Using Speech Recognition to Generate Subtitles from Video
Contents
Introduction
Making subtitles from scratch usually consists of two tedious tasks: (1) figuring out the times when someone starts and ends speaking -- in subtitle length pieces -- and (2) typing down text corresponding to that speech. An approach often worth attempting is to automate a large part of this work by using speech recognition to generate subtitles from given video. This method cannot be expected to produce release quality subtitles on its own, but it should provide a rough first draft, which can be finished by usual manual methods. With most video sources, the actual speech recognition cannot be expected to perform well, but voice recognition should provide decent results for the start and end times of subtitles.
Gaupol's speech recognition uses the excellent CMU Sphinx speech recognition toolkit developed at Carnegie Mellon University -- to be exact, the pocketsphinx plugin for the GStreamer multimedia framework.
We will begin with a description of the parameters that define how the speech recognition operates, followed by general tips on how to use this feature and how it fits in a subtitling workflow.
Parameters
Voice Recognition
There are three parameters to control the voice recognition, i.e. the detection of the difference between speech and silence and splitting detected speech into subtitle length pieces.
Noise level defines the noise volume level. Anything below that level will be considered noise and above it speech. Lowering this level will cause more possible speech detected and raising this level will cause less possible speech detected.

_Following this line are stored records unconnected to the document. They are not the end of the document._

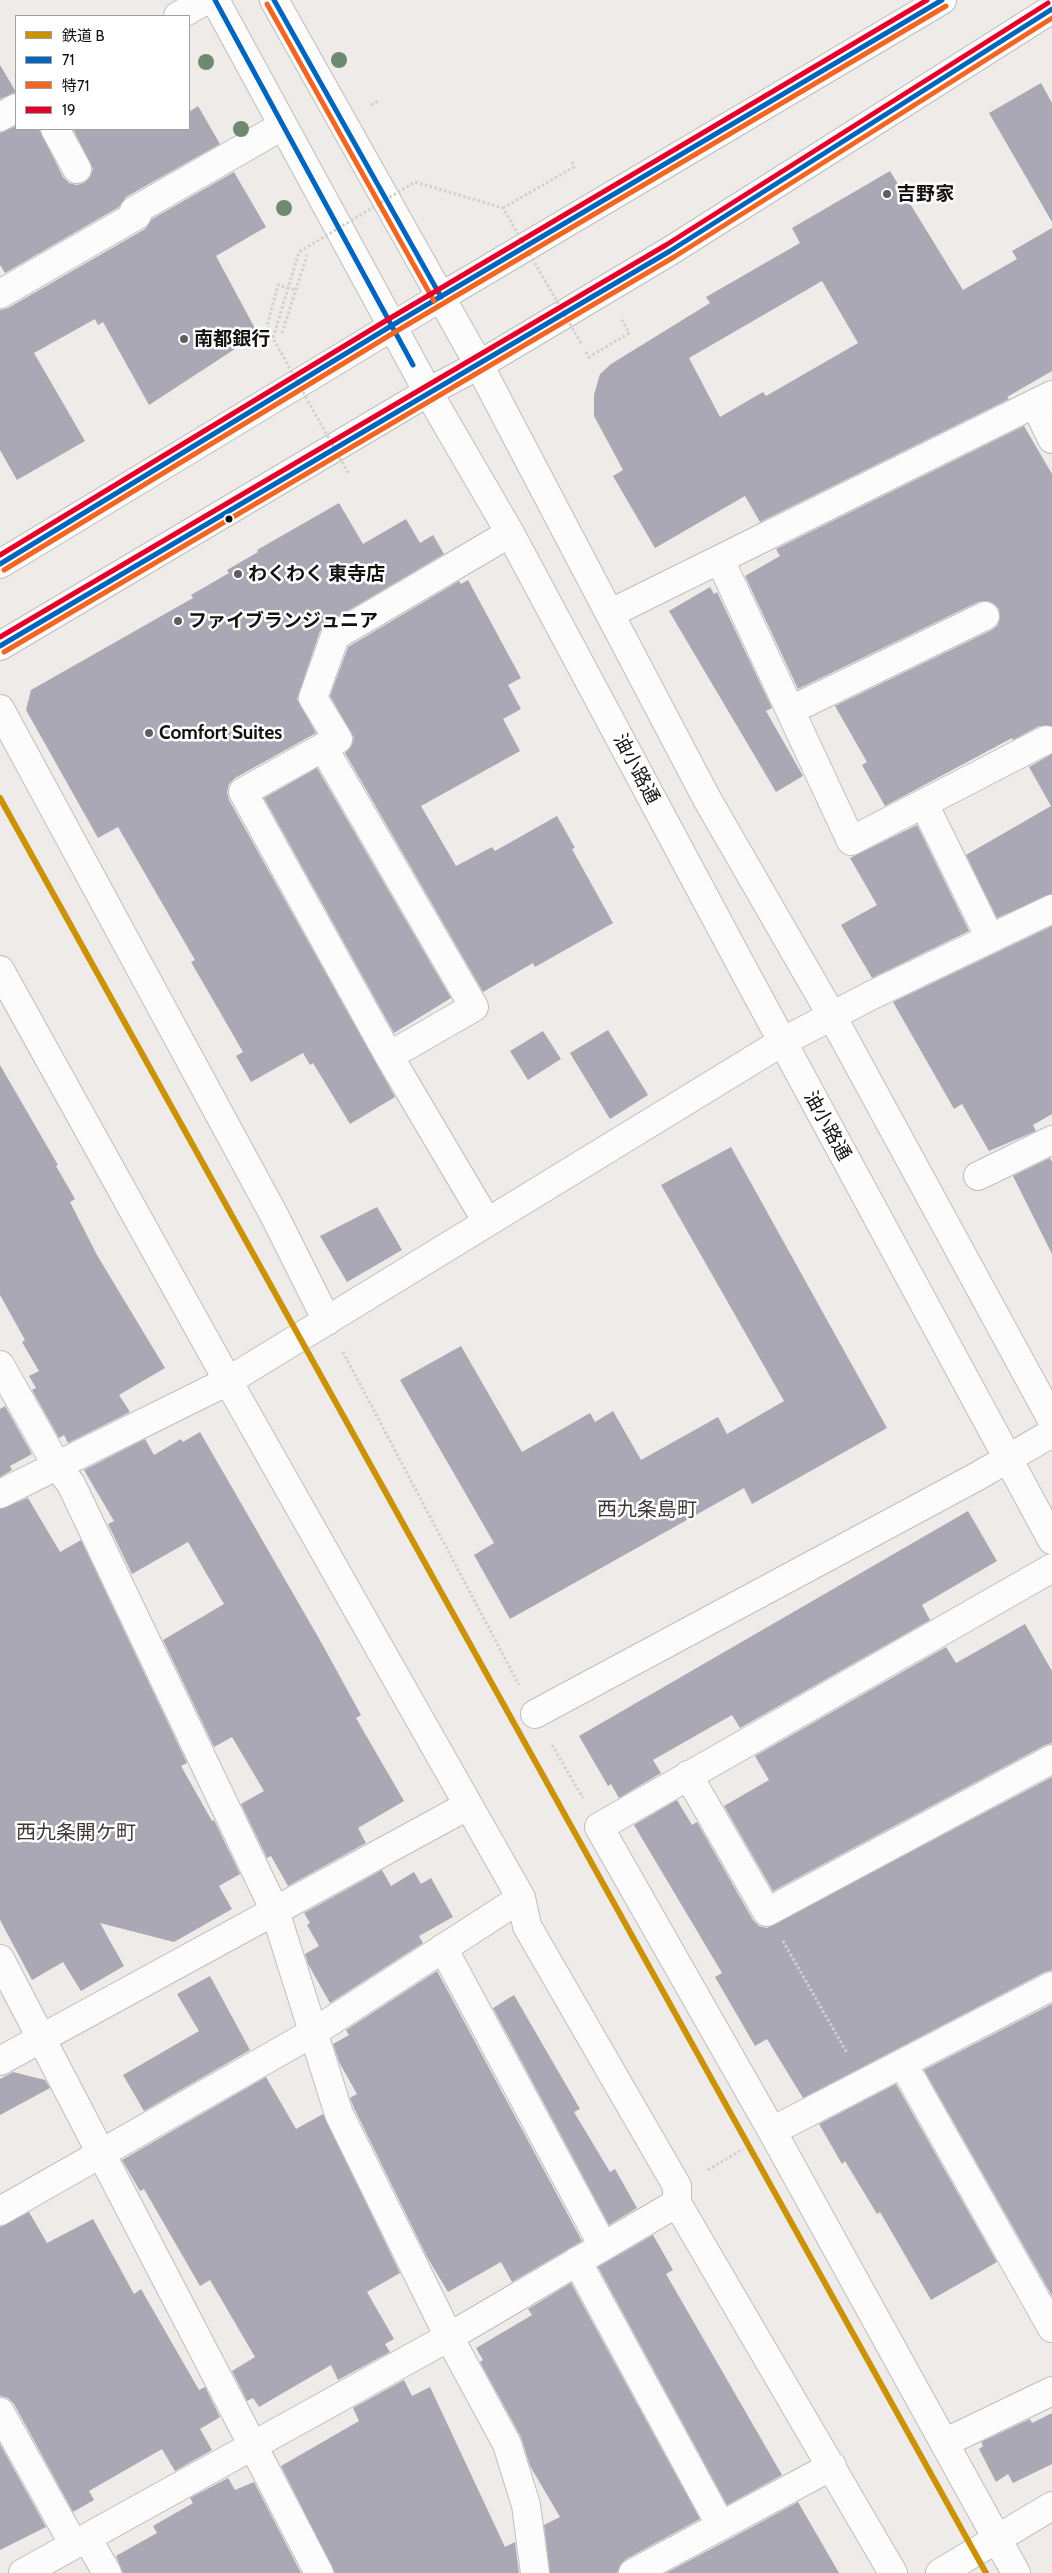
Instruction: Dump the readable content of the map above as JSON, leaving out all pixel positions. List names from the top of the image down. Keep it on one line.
{"streets":{"main road":["油小路通"]},"districts":["西九条島町","西九条開ケ町"],"places":["吉野家","南都銀行","わくわく 東寺店","ファイブランジュニア","Comfort Suites"],"lines":["transit line 71","transit line 19","transit line 特71","rail line B"],"legend":["鉄道 B","71","特71","19"]}
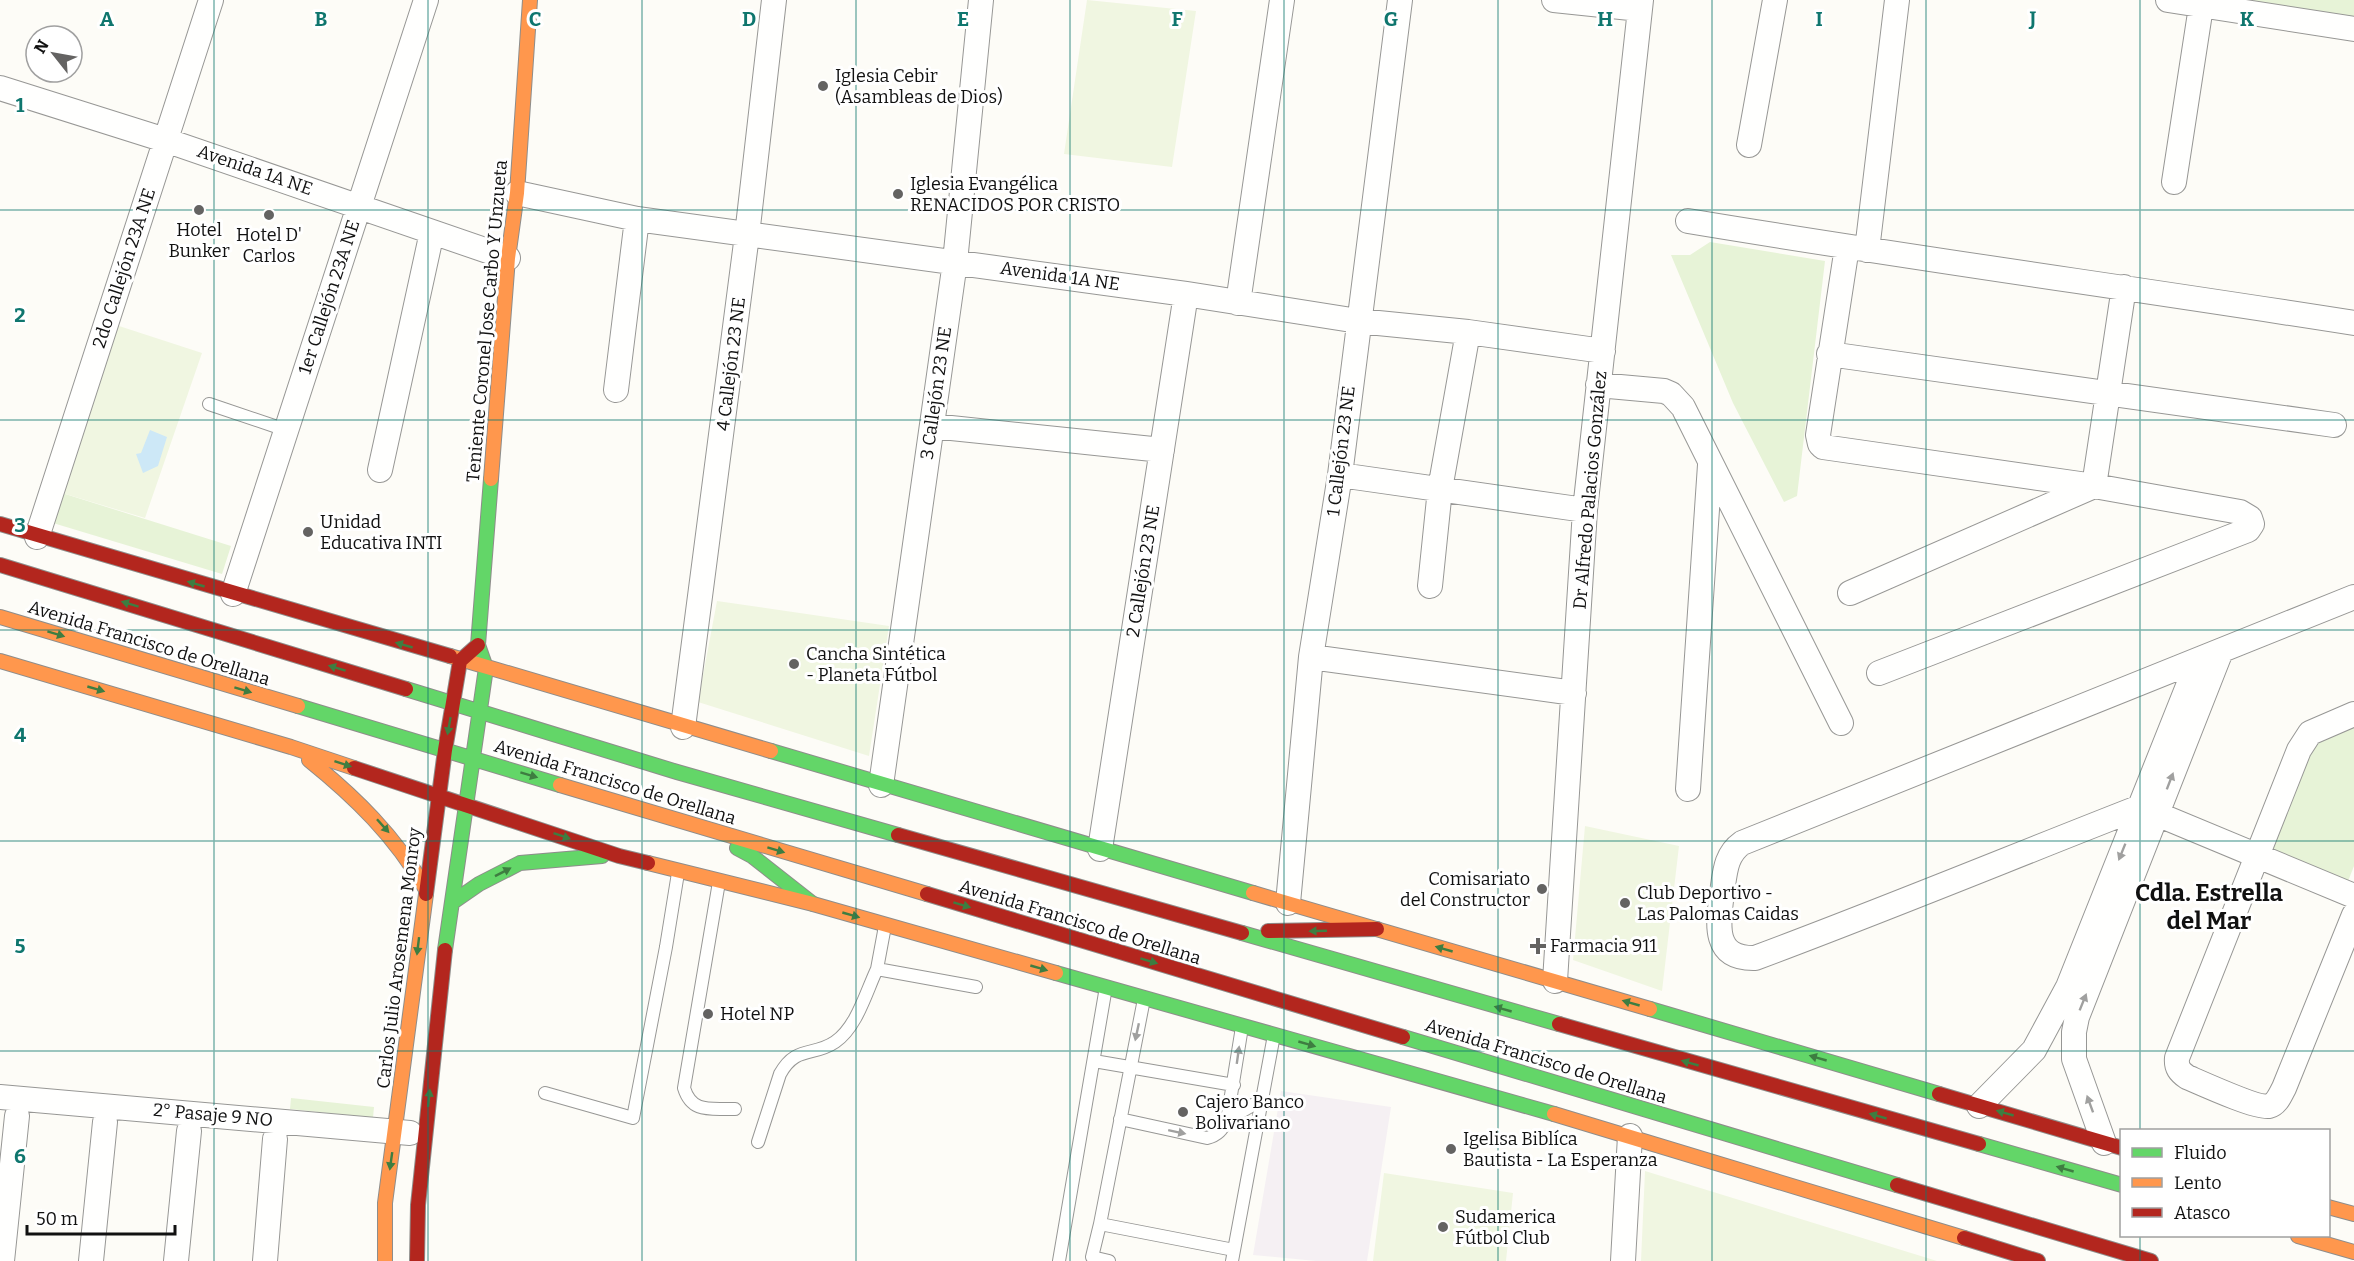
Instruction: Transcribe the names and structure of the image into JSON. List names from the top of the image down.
{
  "streets": {
    "main road": ["Teniente Coronel Jose Carbo Y Unzueta", "Avenida Francisco de Orellana", "Carlos Julio Arosemena Monroy"],
    "street": [
      "Avenida 1A NE",
      "2do Callejón 23A NE",
      "1er Callejón 23A NE",
      "4 Callejón 23 NE",
      "3 Callejón 23 NE",
      "1 Callejón 23 NE",
      "Dr Alfredo Palacios González",
      "2 Callejón 23 NE",
      "2° Pasaje 9 NO"
    ]
  },
  "crossings": [
    ["Avenida 1A NE", "2do Callejón 23A NE"],
    ["Avenida 1A NE", "1er Callejón 23A NE"],
    ["Avenida 1A NE", "Teniente Coronel Jose Carbo Y Unzueta"],
    ["Avenida 1A NE", "4 Callejón 23 NE"],
    ["Avenida 1A NE", "3 Callejón 23 NE"],
    ["Avenida 1A NE", "1 Callejón 23 NE"],
    ["Avenida 1A NE", "Dr Alfredo Palacios González"],
    ["Avenida 1A NE", "2 Callejón 23 NE"],
    ["Avenida Francisco de Orellana", "Carlos Julio Arosemena Monroy"],
    ["Carlos Julio Arosemena Monroy", "2° Pasaje 9 NO"]
  ],
  "districts": ["Cdla. Estrella del Mar"],
  "places": {
    "other": [
      "Iglesia Cebir (Asambleas de Dios)",
      "Iglesia Evangélica RENACIDOS POR CRISTO",
      "Hotel Bunker",
      "Hotel D' Carlos",
      "Unidad Educativa INTI",
      "Cancha Sintética - Planeta Fútbol",
      "Comisariato del Constructor",
      "Club Deportivo - Las Palomas Caidas",
      "Hotel NP",
      "Cajero Banco Bolivariano",
      "Igelisa Biblíca Bautista - La Esperanza",
      "Sudamerica Fútbol Club"
    ],
    "health": ["Farmacia 911"]
  },
  "legend": ["Fluido", "Lento", "Atasco"],
  "scale_bar": "50 m",
  "north": "top left",
  "grid": {
    "columns": [
      "A",
      "B",
      "C",
      "D",
      "E",
      "F",
      "G",
      "H",
      "I",
      "J",
      "K"
    ],
    "rows": [
      "1",
      "2",
      "3",
      "4",
      "5",
      "6"
    ]
  }
}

Silence length is the minimum amount (in milliseconds) of silence required to terminate the current subtitle and start a new one. Decreasing this length will result in a large amount of short subtitles and increasing this length will result in a small amount of long subtitles.
Advance length is the amount (in milliseconds) by which detected subtitles are made to appear earlier (if the previous subtitle allows it). You might want subtitles to appear slightly before speech, since it takes a moment for the viewer to react to the appearance of a subtitle.
Speech Recognition
Detected voice is further detected into words by three models: an acoustic model, a phonetic dictionary and a language model. The default models shipped with pocketsphinx are US English models. Models for other languages can be downloaded from the CMU Sphinx directory. Acoustic models are directories with multiple files, phonetic dictionaries are single files usually with a .dic filename extension and language models are also single files usually with a .DMP extension. For example, the default models shipped with pocketsphinx are in the following files.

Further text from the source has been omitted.